St Charles Borromeo helping the poor in Rome
Today's saint would have been a great Pope if he was elected, but the other cardinals did not want a relative the previous Pope. St. Charles Borromeo was the son of Count Gilbert
Borromeo and Margaret Medici, sister of Pope Pius IV. He was born at the family
castle of Arona on Lake Maggiore, Italy on October 2, 1538. He received the
clerical tonsure when he was twelve and was sent to a Benedictine abbey at
Arona for his education. In 1559 his uncle was elected Pope Pius IV and the following year, named Charles
his Secretary of State and created him a cardinal and administrator of the see
of Milan.
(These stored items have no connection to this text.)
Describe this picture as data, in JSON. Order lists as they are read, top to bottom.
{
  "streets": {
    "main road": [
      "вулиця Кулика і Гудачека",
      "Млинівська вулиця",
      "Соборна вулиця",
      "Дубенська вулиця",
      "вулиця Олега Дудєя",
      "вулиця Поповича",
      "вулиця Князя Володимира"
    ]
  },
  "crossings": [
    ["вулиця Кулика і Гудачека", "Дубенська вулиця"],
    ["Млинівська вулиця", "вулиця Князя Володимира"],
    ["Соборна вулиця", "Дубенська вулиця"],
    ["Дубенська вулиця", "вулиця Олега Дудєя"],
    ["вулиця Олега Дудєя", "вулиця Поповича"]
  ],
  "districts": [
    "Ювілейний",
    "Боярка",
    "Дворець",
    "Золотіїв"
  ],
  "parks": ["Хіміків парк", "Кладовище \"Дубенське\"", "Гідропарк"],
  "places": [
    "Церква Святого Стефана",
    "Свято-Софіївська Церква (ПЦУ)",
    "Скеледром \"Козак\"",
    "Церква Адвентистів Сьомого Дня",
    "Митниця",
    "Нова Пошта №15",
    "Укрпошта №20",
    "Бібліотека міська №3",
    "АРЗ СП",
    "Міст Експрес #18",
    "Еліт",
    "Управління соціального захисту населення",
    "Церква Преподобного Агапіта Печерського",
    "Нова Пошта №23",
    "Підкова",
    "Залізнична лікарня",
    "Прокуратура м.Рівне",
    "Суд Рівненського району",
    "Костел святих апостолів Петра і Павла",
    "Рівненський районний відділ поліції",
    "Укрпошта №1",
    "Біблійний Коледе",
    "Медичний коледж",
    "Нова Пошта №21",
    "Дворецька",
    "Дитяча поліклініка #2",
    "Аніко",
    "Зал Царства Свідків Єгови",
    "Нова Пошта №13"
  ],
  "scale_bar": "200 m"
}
He served as Pius' legate on numerous diplomatic missions and in
1562, was instrumental in having Pius reconvene the Council of Trent, which had
been suspended in 1552. Charles played a leading role in guiding and in
fashioning the decrees of the third and last group of sessions. He was ordained
a priest in 1563, and was consecrated bishop of Milan the same year. Before
being allowed to take possession of his see, he oversaw the catechism, missal,
and breviary called for by the Council of Trent. When he finally did arrive at Trent (which had been without a
resident bishop for eighty years) in 1556, he instituted radical reforms
despite great opposition, with such effectiveness that it became a model see.
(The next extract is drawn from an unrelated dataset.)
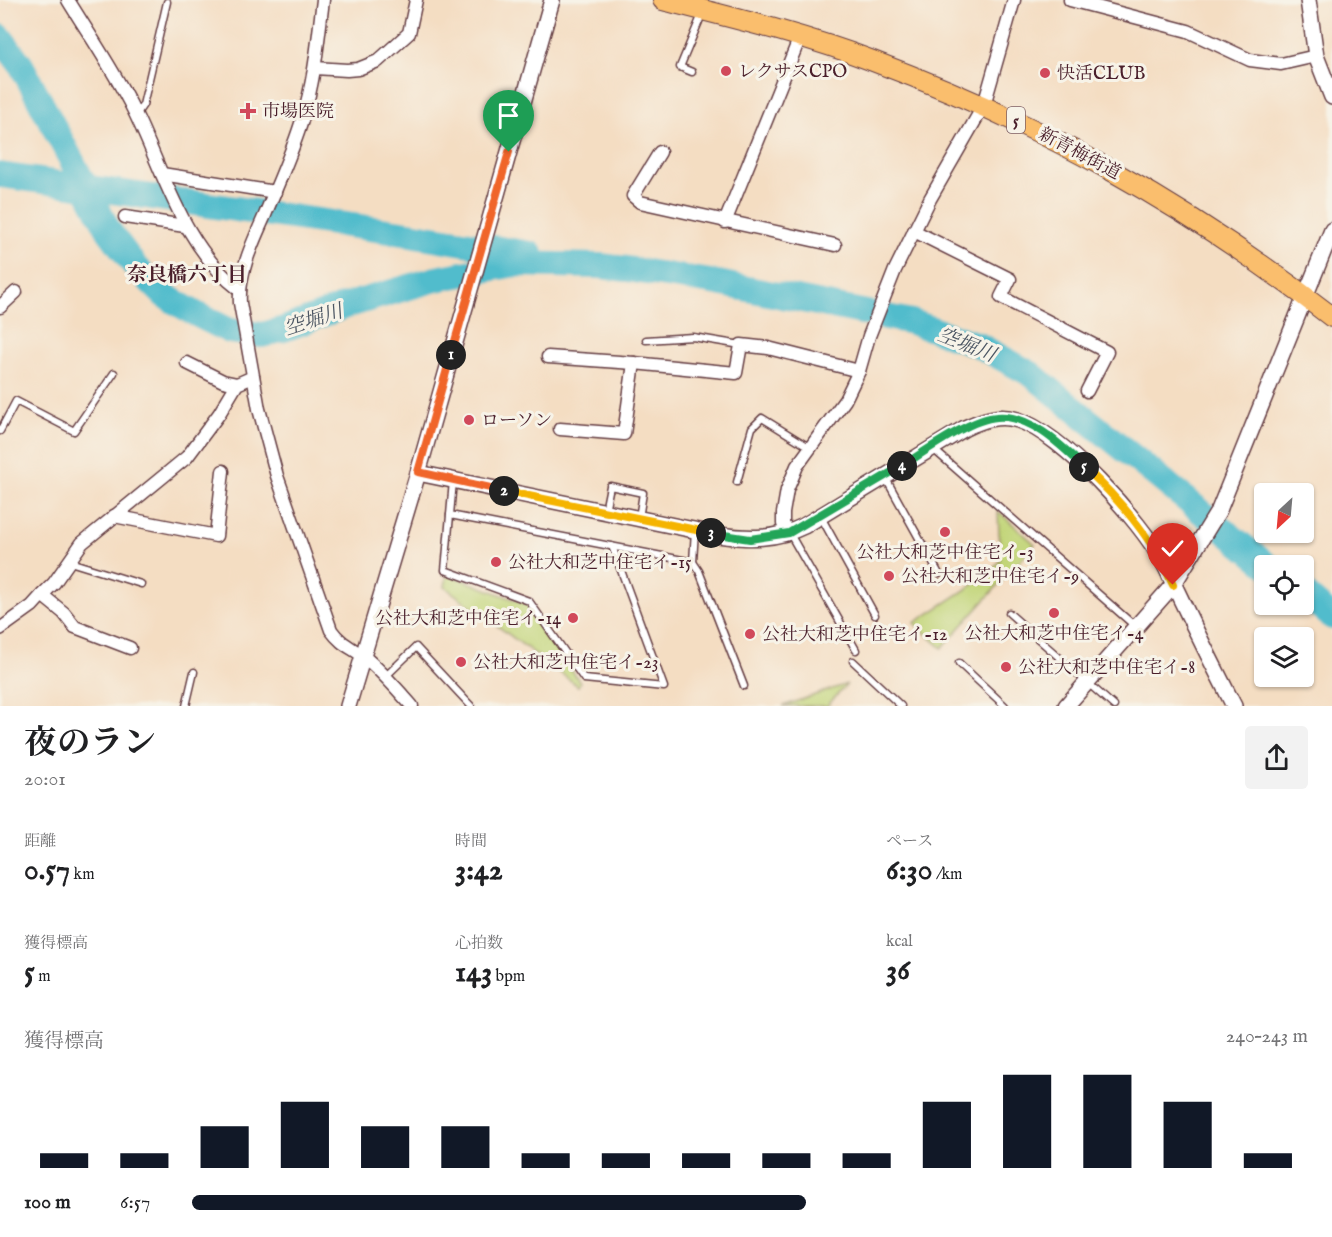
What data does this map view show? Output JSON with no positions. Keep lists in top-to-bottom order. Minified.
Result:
{"streets":{"main road":["5","新青梅街道"]},"districts":["奈良橋六丁目"],"water":["空堀川"],"places":{"other":["レクサスCPO","快活CLUB","ローソン","公社大和芝中住宅イ-3","公社大和芝中住宅イ-15","公社大和芝中住宅イ-9","公社大和芝中住宅イ-4","公社大和芝中住宅イ-14","公社大和芝中住宅イ-12","公社大和芝中住宅イ-23","公社大和芝中住宅イ-8"],"health":["市場医院"]},"north":"bottom left","page":{"pins":["1","4","5","2","3"],"heading":["夜のラン","20:01"],"stats":[["距離","0.57 km"],["時間","3:42"],["ペース","6:30 /km"],["獲得標高","5 m"],["心拍数","143 bpm"],["kcal","36"]],"chart":["獲得標高","240–243 m"],"list":[{"name":"100 m","note":"6:57"}]}}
He put into effect, measures to improve the morals and manners of the clergy
and laity, raised the effectiveness of the diocese, established seminaries for
the education of the clergy, founded a Confraternity of Christian Doctrine for
the religious instruction of children and encouraged the Jesuits to be more
visible and active. He founded a society of secular priests, Oblates of St.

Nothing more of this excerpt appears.